Step-by-step explanation:
1. cot(A − B)
From angle sum/difference equations, we know this equals:
cot(A − B) = (cot A cot B + 1) / (cot B − cot A)
But we also know it equals:
cot(A − B) = 1 / tan(A − B)
cot(A − B) = (1 + tan A tan B) / (tan A − tan B)
Setting the two equal to each other:
(cot A cot B + 1) / (cot B − cot A) = (1 + tan A tan B) / (tan A − tan B)
Writing tangent in terms of cotangent:
(cot A cot B + 1) / (cot B − cot A) = (1 + 1 / (cot A cot B)) / (tan A − tan B)
(cot A cot B + 1) / (cot B − cot A) = ((cot A cot B + 1) / (cot A cot B)) / (tan A − tan B)
(cot A cot B + 1) / (cot B − cot A) = (cot A cot B + 1) / ((cot A cot B) (tan A − tan B))
Divide both sides by the numerator:
1 / (cot B − cot A) = 1 / ((cot A cot B) (tan A − tan B))
Take inverse of both sides:
cot B − cot A = (cot A cot B) (tan A − tan B)
Solve for cot A cot B:
cot A cot B = (cot B − cot A) / (tan A − tan B)
cot A cot B = a / b
Now substitute into the first angle difference equation we wrote earlier:
cot(A − B) = (cot A cot B + 1) / (cot B − cot A)

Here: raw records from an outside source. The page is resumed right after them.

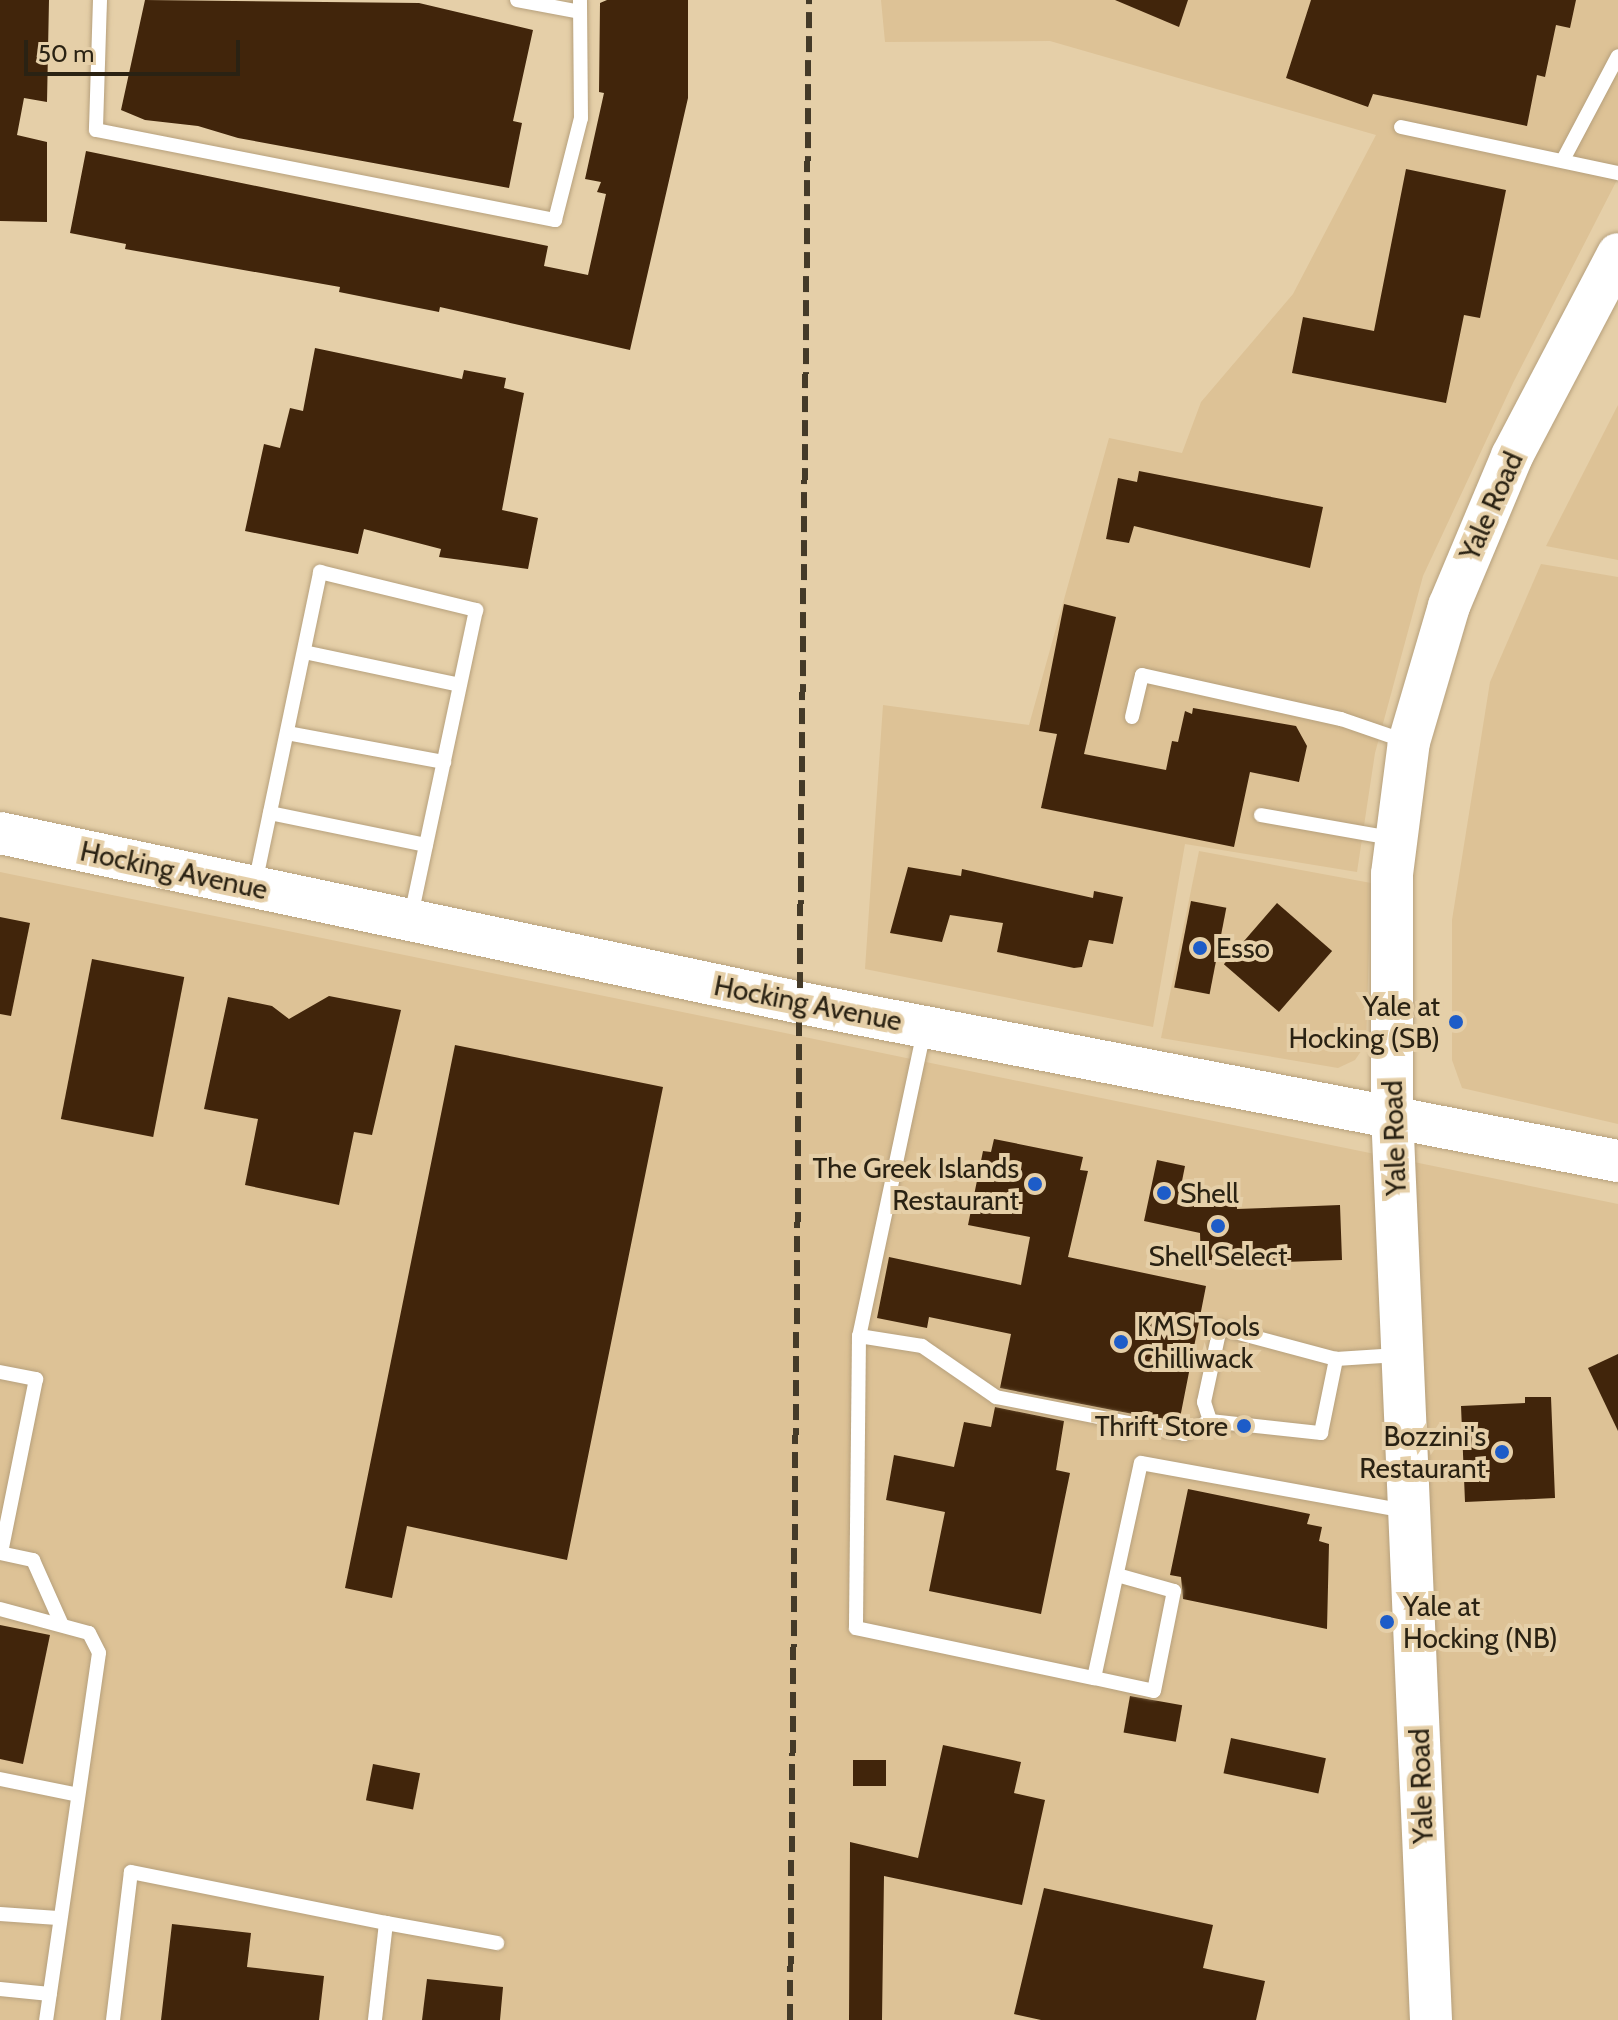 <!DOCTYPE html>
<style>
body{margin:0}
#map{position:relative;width:1618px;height:2020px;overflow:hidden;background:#e5cfa8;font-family:Cabin,sans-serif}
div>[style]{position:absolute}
.built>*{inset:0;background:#ddc296}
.building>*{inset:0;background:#41250b;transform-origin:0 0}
.roads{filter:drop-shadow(0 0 2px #b6a07c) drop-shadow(0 0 2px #b6a07c)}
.lane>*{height:14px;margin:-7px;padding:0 7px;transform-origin:7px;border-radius:7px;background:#fff}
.secondary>*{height:42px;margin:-21px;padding:0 21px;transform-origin:21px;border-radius:21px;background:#fff}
.rail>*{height:6px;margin-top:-3px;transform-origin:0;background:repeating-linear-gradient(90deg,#443a28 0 16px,transparent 0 24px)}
.dots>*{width:22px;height:22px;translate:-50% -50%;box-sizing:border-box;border:4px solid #e5cfa8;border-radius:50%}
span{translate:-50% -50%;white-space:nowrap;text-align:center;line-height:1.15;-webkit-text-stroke:8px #e5cfa8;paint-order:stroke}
.street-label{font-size:28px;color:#2a2213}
.poi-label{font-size:28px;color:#2a2213}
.left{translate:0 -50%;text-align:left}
.right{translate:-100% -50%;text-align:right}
.scale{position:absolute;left:24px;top:40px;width:216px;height:36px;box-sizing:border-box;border:4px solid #2a2213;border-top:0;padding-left:10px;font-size:24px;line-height:28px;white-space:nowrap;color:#2a2213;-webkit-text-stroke:6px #e5cfa8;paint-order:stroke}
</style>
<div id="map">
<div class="built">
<div style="clip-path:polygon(881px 0,1618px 0,1618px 178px,1513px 383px,1423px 576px,1375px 753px,1357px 872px,1185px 844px,1153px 1027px,865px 969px,883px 705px,1029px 725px,1109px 438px,1182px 453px,1201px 402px,1293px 294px,1376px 135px,1050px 41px,885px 42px)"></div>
<div style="clip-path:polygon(1618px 405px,1618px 560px,1546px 546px)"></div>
<div style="clip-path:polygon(1541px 564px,1618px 577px,1618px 1124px,1462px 1088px,1452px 1060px,1452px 920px,1490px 682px)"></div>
<div style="clip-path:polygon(1199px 851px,1371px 883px,1366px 1044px,1355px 1060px,1338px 1068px,1161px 1038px)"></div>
<div style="clip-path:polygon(0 872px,1618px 1204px,1618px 2020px,0 2020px)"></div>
</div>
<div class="building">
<div style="clip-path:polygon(0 0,49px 0,47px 102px,24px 98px,17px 135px,47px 142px,47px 222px,0 221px)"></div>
<div style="clip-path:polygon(145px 0,419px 3px,533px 30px,513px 121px,522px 123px,509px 188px,238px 138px,198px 126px,145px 120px,121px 110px)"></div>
<div style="clip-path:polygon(607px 0,688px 0,688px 98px,630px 350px,440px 307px,439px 312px,339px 292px,340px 287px,125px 249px,126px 244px,70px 233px,86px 151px,548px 246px,544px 266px,588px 275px,606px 194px,597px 192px,601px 182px,585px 179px,604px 93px,599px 92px,600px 3px)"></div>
<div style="clip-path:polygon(1115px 0,1188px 0,1179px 27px)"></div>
<div style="clip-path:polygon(1311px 0,1576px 0,1570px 28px,1556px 25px,1545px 77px,1537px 75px,1527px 126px,1373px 94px,1368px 107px,1286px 78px)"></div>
<div style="clip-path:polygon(1406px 169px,1506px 190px,1480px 318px,1464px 315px,1446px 403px,1292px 373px,1303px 317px,1374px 331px)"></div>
<div style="clip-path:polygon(315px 348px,462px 379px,464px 370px,506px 378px,504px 388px,524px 393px,502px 510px,538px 518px,528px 569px,439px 557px,441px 549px,364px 529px,358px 554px,245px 531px,264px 444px,280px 448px,290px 408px,303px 411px)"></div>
<div style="clip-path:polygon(1139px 471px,1323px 507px,1310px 568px,1134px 526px,1129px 543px,1106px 539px,1118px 478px,1137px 482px)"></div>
<div style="clip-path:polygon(1064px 604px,1116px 617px,1084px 754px,1166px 770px,1172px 741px,1178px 742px,1185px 711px,1192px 714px,1193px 708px,1296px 726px,1307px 746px,1299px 782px,1250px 772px,1234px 847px,1041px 808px,1057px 734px,1039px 731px)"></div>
<div style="clip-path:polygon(908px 867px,961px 876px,962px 869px,1093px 898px,1094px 891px,1123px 897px,1113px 944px,1089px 940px,1082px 967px,1074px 968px,997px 952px,1003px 923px,950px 915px,942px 942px,890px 933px)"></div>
<div style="left:1191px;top:901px;width:36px;height:88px;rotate:11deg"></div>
<div style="left:1277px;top:903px;width:73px;height:81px;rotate:41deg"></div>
<div style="clip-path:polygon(0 917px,30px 923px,11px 1016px,0 1014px)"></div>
<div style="left:92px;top:959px;width:94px;height:163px;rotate:11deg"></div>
<div style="clip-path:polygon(329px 996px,401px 1010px,372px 1135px,354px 1132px,339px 1205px,245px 1185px,258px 1119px,204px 1109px,228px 997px,272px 1006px,289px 1019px)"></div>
<div style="clip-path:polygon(455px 1045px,663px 1087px,567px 1560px,407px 1526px,392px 1598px,345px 1588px)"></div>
<div style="clip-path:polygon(994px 1139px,1083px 1157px,1080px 1170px,1088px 1171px,1068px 1257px,1206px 1286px,1179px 1423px,1000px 1388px,1011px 1334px,929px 1317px,927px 1328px,877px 1318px,889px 1257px,1021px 1285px,1030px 1237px,968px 1225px,983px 1151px,991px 1152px)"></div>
<div style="clip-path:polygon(1157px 1160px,1185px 1166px,1180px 1191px,1236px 1189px,1237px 1209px,1340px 1205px,1342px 1260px,1201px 1265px,1200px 1233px,1144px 1221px)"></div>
<div style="clip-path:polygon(1618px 1354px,1618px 1431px,1588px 1368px)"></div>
<div style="clip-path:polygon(1525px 1397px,1551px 1397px,1555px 1498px,1465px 1502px,1461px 1406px,1525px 1403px)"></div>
<div style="clip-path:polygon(995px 1407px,1064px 1421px,1056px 1470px,1070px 1473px,1041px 1614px,929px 1591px,945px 1512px,886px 1500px,894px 1455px,954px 1467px,964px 1422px,991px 1427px)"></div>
<div style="clip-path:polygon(1188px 1489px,1310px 1514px,1307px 1524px,1322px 1527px,1319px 1541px,1329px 1544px,1327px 1629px,1183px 1599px,1181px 1577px,1170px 1575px)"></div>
<div style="clip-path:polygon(0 1625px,50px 1635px,23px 1764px,0 1759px)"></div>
<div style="left:1130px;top:1696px;width:53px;height:37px;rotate:10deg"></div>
<div style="left:1231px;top:1738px;width:97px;height:36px;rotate:12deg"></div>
<div style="clip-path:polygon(943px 1745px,1021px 1762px,1014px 1793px,1045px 1800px,1022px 1905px,884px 1876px,882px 2020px,849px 2020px,850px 1842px,918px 1858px)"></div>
<div style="left:853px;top:1760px;width:33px;height:26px"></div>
<div style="left:373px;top:1764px;width:48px;height:37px;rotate:11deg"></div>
<div style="clip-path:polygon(1044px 1888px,1213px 1925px,1203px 1968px,1265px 1981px,1256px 2020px,1041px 2020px,1014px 2014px)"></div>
<div style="clip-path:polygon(172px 1924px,251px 1933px,247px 1967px,324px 1976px,319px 2020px,161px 2020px)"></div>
<div style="clip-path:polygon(427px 1979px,503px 1987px,500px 2020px,422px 2020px)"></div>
</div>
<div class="roads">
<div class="lane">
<div style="left:100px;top:0;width:130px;rotate:91.8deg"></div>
<div style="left:96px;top:130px;width:468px;rotate:11.1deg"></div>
<div style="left:555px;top:220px;width:105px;rotate:-75.7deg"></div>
<div style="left:581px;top:118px;width:118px;rotate:-90.5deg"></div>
<div style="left:517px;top:0;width:64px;rotate:10.8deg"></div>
<div style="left:1401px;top:127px;width:222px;rotate:12deg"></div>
<div style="left:1564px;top:158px;width:115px;rotate:-62.1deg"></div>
<div style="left:304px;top:652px;width:159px;rotate:11.9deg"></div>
<div style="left:1132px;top:717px;width:43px;rotate:-76.6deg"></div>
<div style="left:1142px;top:675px;width:204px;rotate:12.5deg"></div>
<div style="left:1341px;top:719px;width:68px;rotate:19deg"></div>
<div style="left:287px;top:733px;width:160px;rotate:10.5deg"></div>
<div style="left:270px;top:813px;width:159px;rotate:11.6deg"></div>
<div style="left:1261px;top:815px;width:133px;rotate:10deg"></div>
<div style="left:255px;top:884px;width:319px;rotate:-78.2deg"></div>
<div style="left:320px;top:572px;width:161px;rotate:13.7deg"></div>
<div style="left:476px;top:610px;width:313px;rotate:102deg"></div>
<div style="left:924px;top:1031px;width:312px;rotate:102deg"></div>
<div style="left:859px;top:1336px;width:64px;rotate:9deg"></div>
<div style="left:922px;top:1346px;width:90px;rotate:34.6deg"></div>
<div style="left:996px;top:1397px;width:192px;rotate:11.1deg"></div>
<div style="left:1184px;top:1434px;width:29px;rotate:-27deg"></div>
<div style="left:859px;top:1336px;width:292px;rotate:90.6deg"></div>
<div style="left:856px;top:1628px;width:243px;rotate:11.9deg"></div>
<div style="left:1094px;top:1678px;width:220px;rotate:-77.7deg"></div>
<div style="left:1141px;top:1463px;width:268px;rotate:10.3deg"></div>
<div style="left:1336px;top:1359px;width:120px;rotate:-165deg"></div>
<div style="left:1220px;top:1328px;width:76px;rotate:102.2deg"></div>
<div style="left:1204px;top:1402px;width:20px;rotate:72deg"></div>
<div style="left:1210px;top:1421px;width:112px;rotate:6.2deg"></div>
<div style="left:1321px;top:1433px;width:76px;rotate:-78.5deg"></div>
<div style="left:1336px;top:1359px;width:62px;rotate:-3.7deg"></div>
<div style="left:0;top:1372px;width:37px;rotate:11deg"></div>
<div style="left:36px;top:1379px;width:177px;rotate:101.4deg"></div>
<div style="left:0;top:1553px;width:34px;rotate:12deg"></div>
<div style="left:33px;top:1560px;width:71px;rotate:66deg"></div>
<div style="left:0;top:1609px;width:92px;rotate:15.1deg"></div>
<div style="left:89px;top:1633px;width:22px;rotate:63deg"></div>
<div style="left:99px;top:1653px;width:371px;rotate:98.2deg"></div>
<div style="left:1094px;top:1678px;width:61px;rotate:12.2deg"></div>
<div style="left:1154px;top:1691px;width:102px;rotate:-78.7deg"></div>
<div style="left:1174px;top:1591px;width:59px;rotate:-164.3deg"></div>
<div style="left:0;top:1779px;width:76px;rotate:11.5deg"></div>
<div style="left:0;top:1914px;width:58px;rotate:3.9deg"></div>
<div style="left:386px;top:1923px;width:113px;rotate:10.2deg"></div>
<div style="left:0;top:1989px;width:50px;rotate:5.7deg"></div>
<div style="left:113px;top:2020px;width:149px;rotate:-83.1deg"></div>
<div style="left:131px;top:1872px;width:260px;rotate:11.3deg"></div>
<div style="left:386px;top:1923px;width:98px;rotate:96.5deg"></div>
</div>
<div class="secondary">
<div style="left:0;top:833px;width:819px;rotate:11.98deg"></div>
<div style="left:801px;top:1003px;width:832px;rotate:10.95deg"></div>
<div style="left:1431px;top:2020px;width:907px;rotate:-92.46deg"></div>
<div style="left:1392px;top:1114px;width:240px;rotate:-90deg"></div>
<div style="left:1392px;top:874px;width:133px;rotate:-82.7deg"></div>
<div style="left:1409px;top:742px;width:142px;rotate:-73.6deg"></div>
<div style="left:1449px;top:606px;width:163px;rotate:-67.2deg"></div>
<div style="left:1512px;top:456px;width:228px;rotate:-62.3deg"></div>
</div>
</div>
<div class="rail">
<div style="left:790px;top:2020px;width:2020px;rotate:-89.46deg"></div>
</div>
<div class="dots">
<div style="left:1200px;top:948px;background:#1d5cc8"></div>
<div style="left:1456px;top:1022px;background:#1d5cc8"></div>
<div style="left:1035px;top:1184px;background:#1d5cc8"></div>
<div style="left:1164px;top:1193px;background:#1d5cc8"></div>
<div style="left:1218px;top:1226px;background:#1d5cc8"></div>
<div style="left:1121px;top:1342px;background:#1d5cc8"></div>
<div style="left:1244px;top:1426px;background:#1d5cc8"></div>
<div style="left:1502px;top:1452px;background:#1d5cc8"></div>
<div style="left:1387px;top:1622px;background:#1d5cc8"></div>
</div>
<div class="street-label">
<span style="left:1491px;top:506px;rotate:-66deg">Yale Road</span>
<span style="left:174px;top:870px;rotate:12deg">Hocking Avenue</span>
<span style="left:808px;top:1003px;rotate:11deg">Hocking Avenue</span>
<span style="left:1394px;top:1138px;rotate:-92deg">Yale Road</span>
<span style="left:1421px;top:1786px;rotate:-92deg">Yale Road</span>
</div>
<div class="poi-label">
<span class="left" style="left:1216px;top:948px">Esso</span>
<span class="right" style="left:1440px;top:1022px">Yale at<br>Hocking (SB)</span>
<span class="right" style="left:1019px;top:1184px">The Greek Islands<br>Restaurant</span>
<span class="left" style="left:1180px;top:1193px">Shell</span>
<span style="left:1218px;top:1256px">Shell Select</span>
<span class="left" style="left:1137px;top:1342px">KMS Tools<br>Chilliwack</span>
<span class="right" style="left:1228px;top:1426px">Thrift Store</span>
<span class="right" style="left:1486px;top:1452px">Bozzini's<br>Restaurant</span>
<span class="left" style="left:1403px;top:1622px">Yale at<br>Hocking (NB)</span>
</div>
<div class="scale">50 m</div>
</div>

cot(A − B) = (a / b + 1) / a
cot(A − B) = (a / b) / a + 1 / a
cot(A − B) = 1 / b + 1 / a
2. cos A / (1 ± sin A)
From angle sum/difference formulas, we know:
sin (90 ± A) = cos A
cos (90 ± A) = ∓ sin A
Substituting:
sin (90 ± A) / (1 − cos (90 ± A))
From half angle formula, this equals:
cot (45 ± A/2)
Using reflection:
-cot (-45 ∓ A/2)
And finally, phase shift:
tan (-45 ∓ A/2 + 90)
tan (45 ∓ A/2)
Check that you wrote the problem correctly. Looks like you switched ∓ with ±.